There’s an even more fundamental difference between these two men than their career trajectories. It’s possible, with a little bit of luck, to run into Modiano on a Paris street, but Martín, the Spanish failure, could only ever be found in the pages of a book by Roberto Bolaño. The story which has his name as its title, one of several featuring Bolaño’s alter ego, Arturo Belano, describes an on-off relationship between Belano and Martín spanning several years. It was this aspect of the story—the men aren’t frenemies exactly, more enemies that might, had the chips fallen only somewhat differently, have been friends—that I was thinking about when I wrote down its title on that notebook page. But also there was the atmosphere the story, read several years before, had left in my memory: a residue of uncertainty, paranoia, and ill-defined threat.
In fact, as I discovered when I went back to Bolaño’s story after finishing my book, it unfolds with a beautiful mixture of melancholy and wry humor. Consider this summary of a dinner-party conversation:
That night, or at one of the other four dinners, the conversation turned to children… Predictably, the others all wanted to have children, and I, predictably, didn’t, and in the end, of the four who were present at that dinner, I am the only one who has a child. Life is mysterious, as well as vulgar.
The two central characters of my novel, Robert and Patrick (no prizes for how I chose their names) are writers who meet in Berlin. One is a ghostwriter who’s been working for a Russian oligarch who has recently killed himself—according to the coroner’s verdict—or been murdered—according to Patrick. The other is a fiction writer who is long past deadline with a non-starting novel.
Arturo and Enrique are writers too, but of a different stripe: poets. Belano doesn’t like Enrique’s poetry, and he resents him not taking some of his own work for a short-lived journal Enrique published.
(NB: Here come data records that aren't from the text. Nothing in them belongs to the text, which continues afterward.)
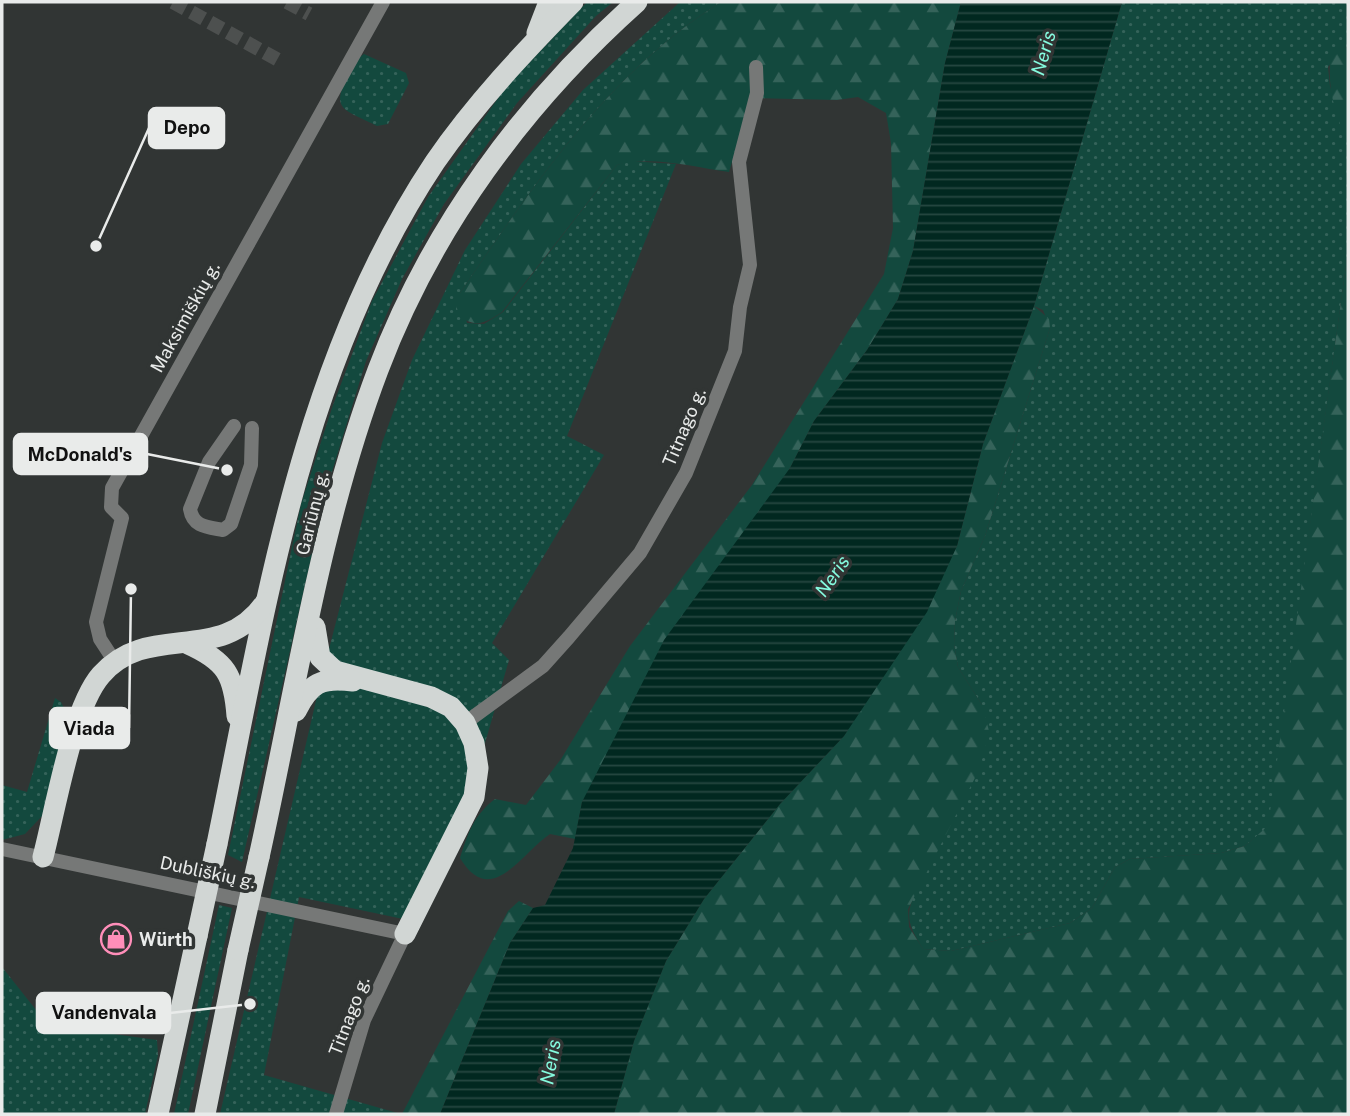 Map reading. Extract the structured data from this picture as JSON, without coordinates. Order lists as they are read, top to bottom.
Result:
{
  "streets": {
    "highway": ["Gariūnų g."],
    "street": ["Maksimiškių g.", "Titnago g.", "Dubliškių g."]
  },
  "crossings": [
    ["Titnago g.", "Dubliškių g."]
  ],
  "water": ["Neris"],
  "places": {
    "other": [
      "Depo",
      "McDonald's",
      "Viada",
      "Vandenvala"
    ],
    "shop": ["Würth"]
  }
} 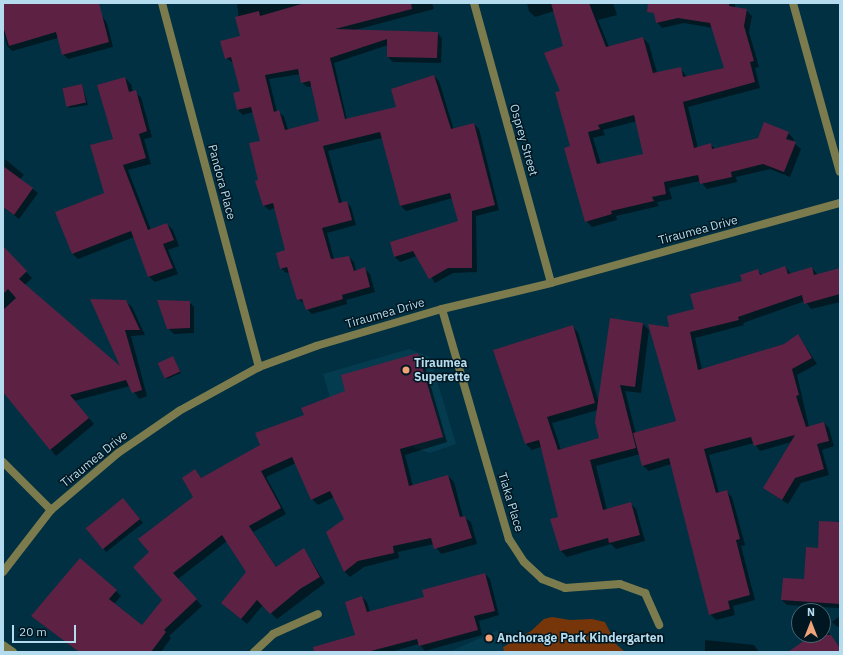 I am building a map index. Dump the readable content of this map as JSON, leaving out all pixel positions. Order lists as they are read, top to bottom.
{
  "streets": {
    "street": [
      "Osprey Street",
      "Pandora Place",
      "Tiraumea Drive",
      "Tiaka Place"
    ]
  },
  "crossings": [
    ["Osprey Street", "Tiraumea Drive"],
    ["Pandora Place", "Tiraumea Drive"],
    ["Tiraumea Drive", "Tiaka Place"]
  ],
  "places": ["Tiraumea Superette", "Anchorage Park Kindergarten"],
  "scale_bar": "20 m",
  "north": "top"
} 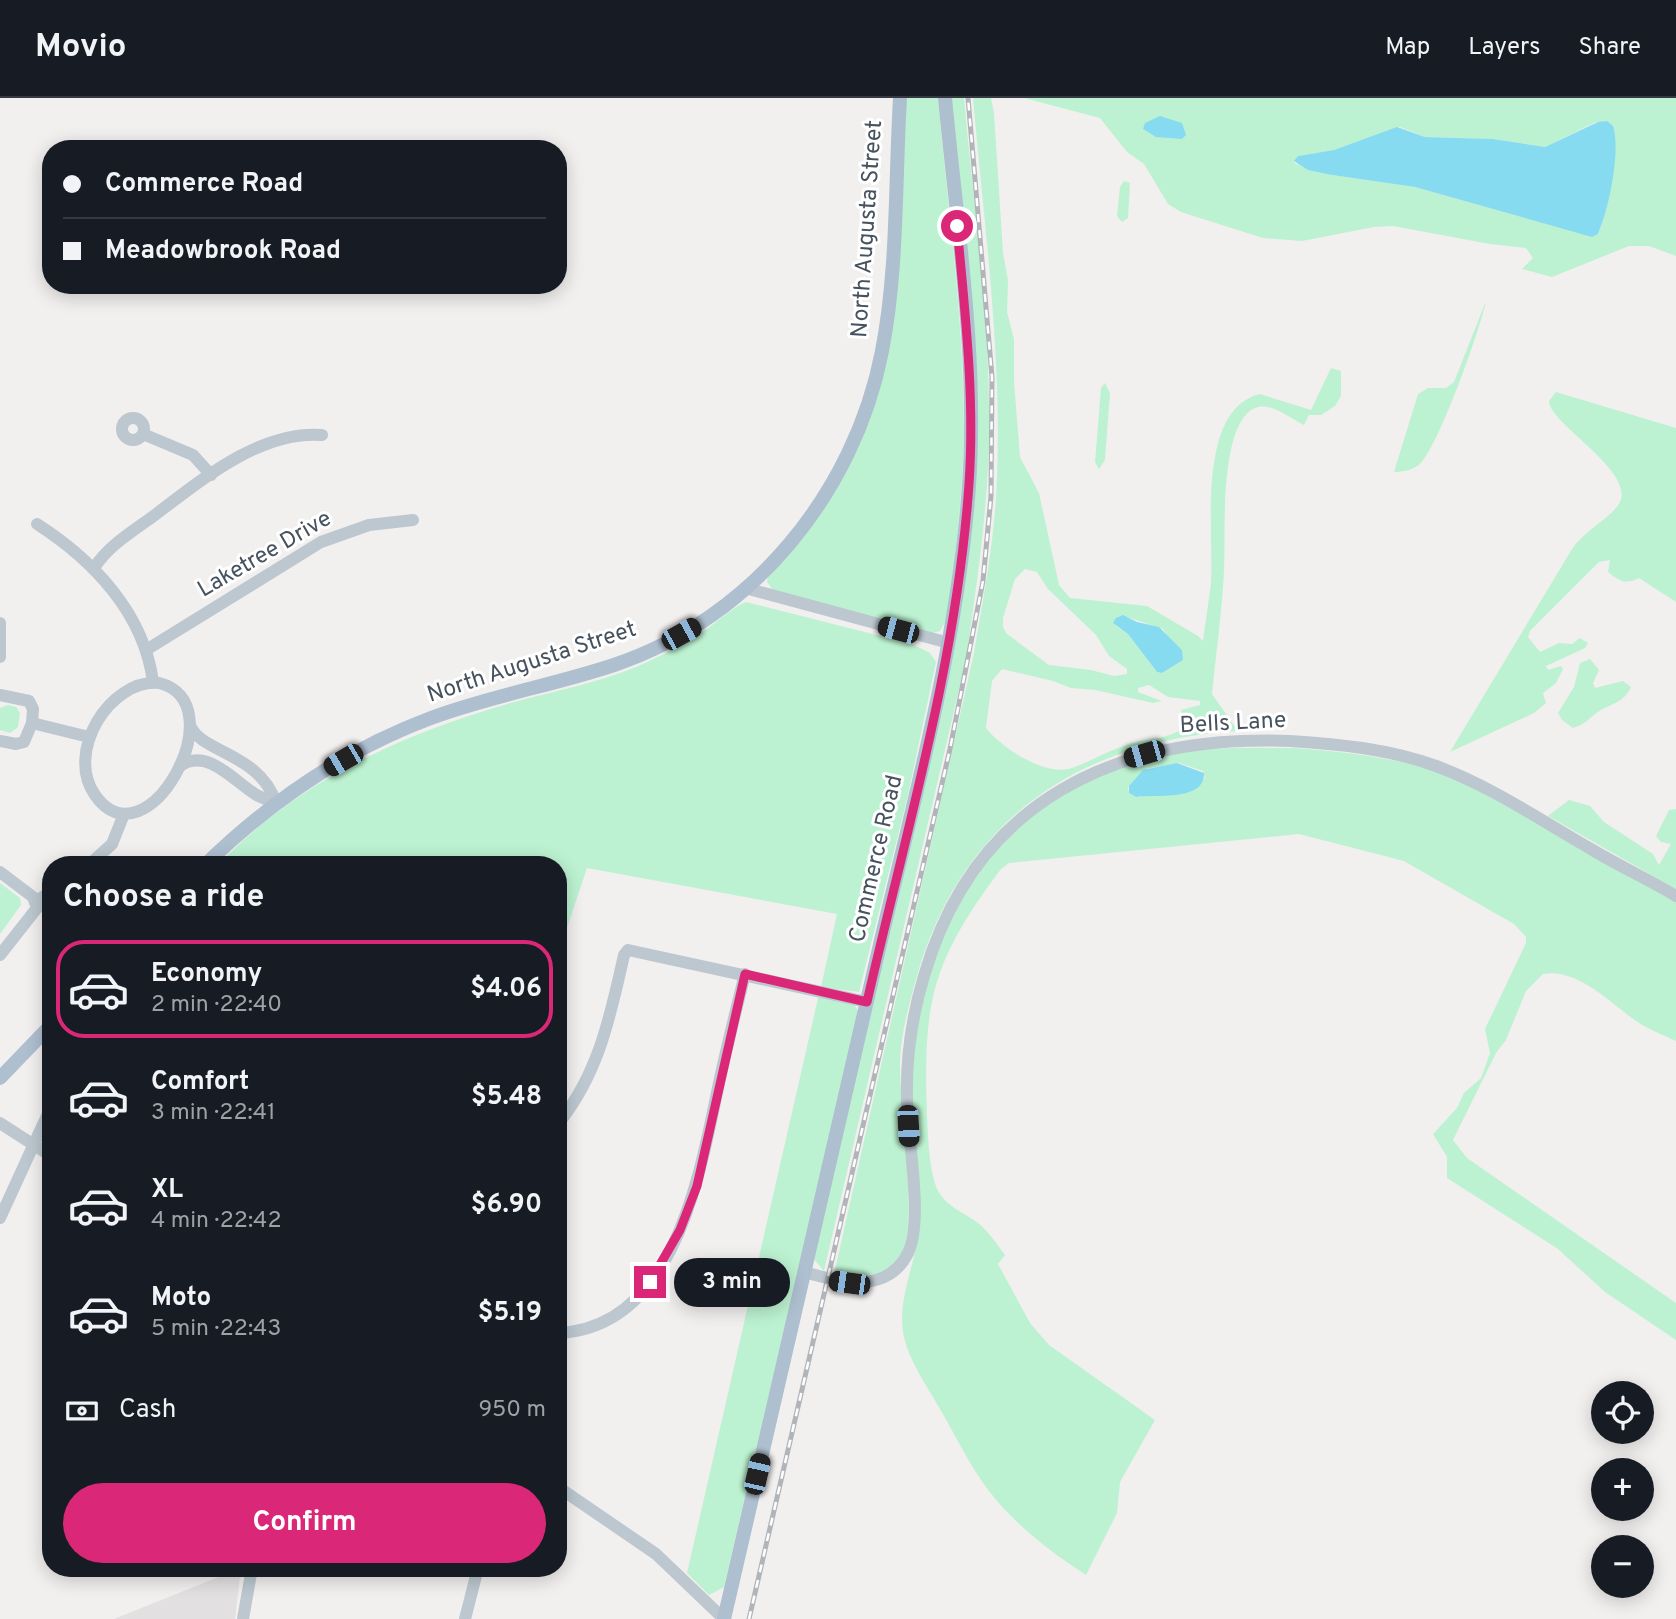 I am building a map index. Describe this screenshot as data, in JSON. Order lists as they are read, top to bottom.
{
  "streets": {
    "main road": ["North Augusta Street", "Commerce Road"],
    "street": ["Laketree Drive", "Bells Lane"]
  },
  "crossings": [
    ["Bells Lane", "Commerce Road"]
  ],
  "page": {
    "header": "Movio",
    "nav": ["Map", "Layers", "Share"],
    "banner": ["Commerce Road", "Meadowbrook Road"],
    "heading": "Choose a ride",
    "list": [
      {
        "name": "Economy",
        "note": "2 min · 22:40",
        "value": "$4.06"
      },
      {
        "name": "Comfort",
        "note": "3 min · 22:41",
        "value": "$5.48"
      },
      {
        "name": "XL",
        "note": "4 min · 22:42",
        "value": "$6.90"
      },
      {
        "name": "Moto",
        "note": "5 min · 22:43",
        "value": "$5.19"
      }
    ],
    "bubble": "3 min",
    "pay": ["Cash", "950 m"],
    "map_buttons": ["+", "−"],
    "buttons": "Confirm"
  }
} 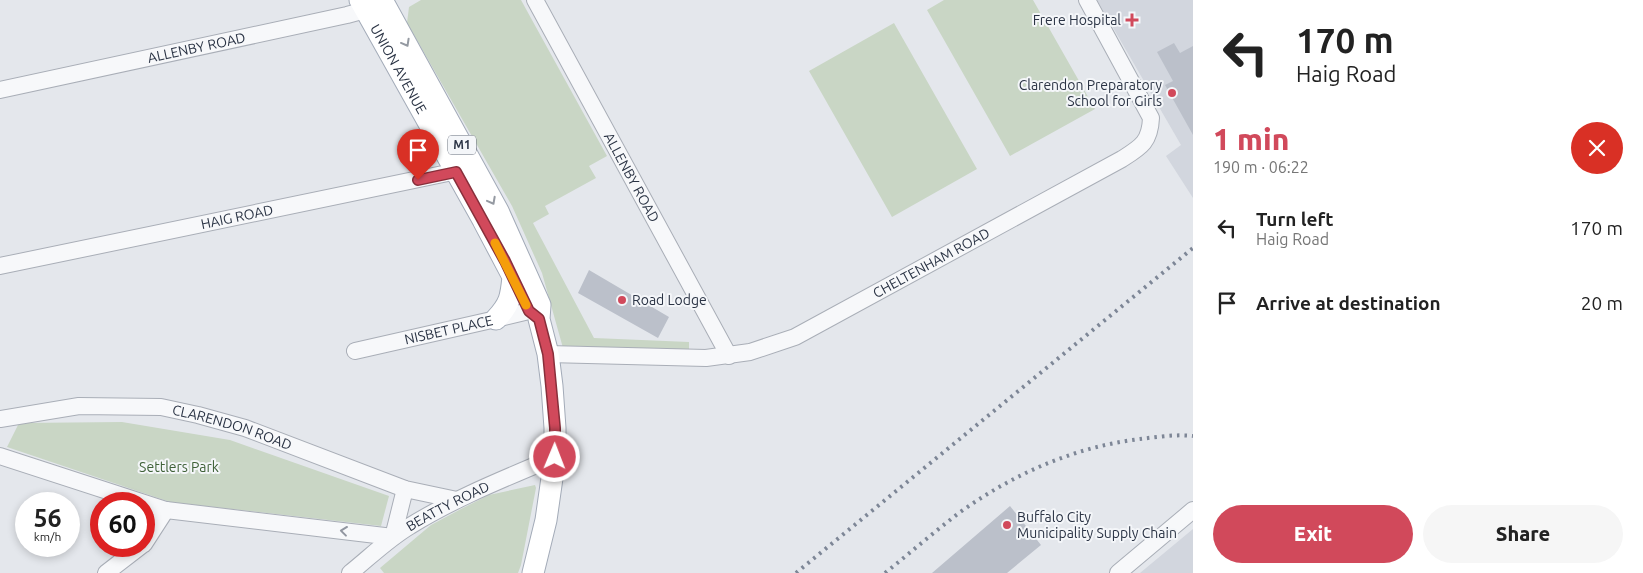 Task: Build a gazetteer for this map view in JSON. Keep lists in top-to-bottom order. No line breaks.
{"streets":{"main road":["UNION AVENUE","M1"],"street":["ALLENBY ROAD","HAIG ROAD","CHELTENHAM ROAD","NISBET PLACE","CLARENDON ROAD","BEATTY ROAD"]},"crossings":[["ALLENBY ROAD","UNION AVENUE"],["ALLENBY ROAD","CHELTENHAM ROAD"],["UNION AVENUE","HAIG ROAD"],["UNION AVENUE","CHELTENHAM ROAD"],["UNION AVENUE","NISBET PLACE"],["UNION AVENUE","BEATTY ROAD"],["CLARENDON ROAD","BEATTY ROAD"]],"parks":["Settlers Park"],"places":{"health":["Frere Hospital"],"other":["Clarendon Preparatory School for Girls","Road Lodge","Buffalo City Municipality Supply Chain"]},"page":{"turn":["170 m","Haig Road"],"heading":["1 min","190 m · 06:22"],"list":[{"name":"Turn left","note":"Haig Road","value":"170 m"},{"name":"Arrive at destination","value":"20 m"}],"speed":"56 km/h","limit":"60","buttons":["Exit","Share"]}}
They drift in and out of touch, never really friends but men who chance, or apparent chance, keeps bringing back into each other’s orbit. Halfway through the story, with the arrival of an anonymous map, it shifts into something stranger. Enrique has become involved with investigating the paranormal and has apparently given up poetry. Now the melancholy is replaced by a paranoid tension—or maybe it’s better to say it’s over-ridden by tension because the melancholy’s still there, down in the story’s roots.
It’s possible, with a little bit of luck, to run into Modiano on a Paris street, but Martín, the Spanish failure, could only ever be found in the pages of a book by Roberto Bolaño.There’s an incredible scene, where Enrique unexpectedly visits Belano late at night, that brings these two elements or moods together. It’s like something out of a conspiracy thriller, as Enrique gives Arturo a package for safekeeping. “It isn’t poems,” he says. “I don’t want you to read it; I only want you to look after it.” As they speak, mysterious explosions sound from a nearby floodlit quarry; Arturo has no idea why they’re still working at this time of night, a subtly destabilizing detail that I, exhibiting an instinct shared by Robert in A Lonely Man, would dearly love to steal.
But in the midst of this tense scene, a small, downbeat moment of tenderness occurs that completely reconfigures the story. It changes it from an entertaining satire about grubbing minor poets, about literary jealousy, about eccentricity, into a truly great story about thwarted friendship and human loneliness.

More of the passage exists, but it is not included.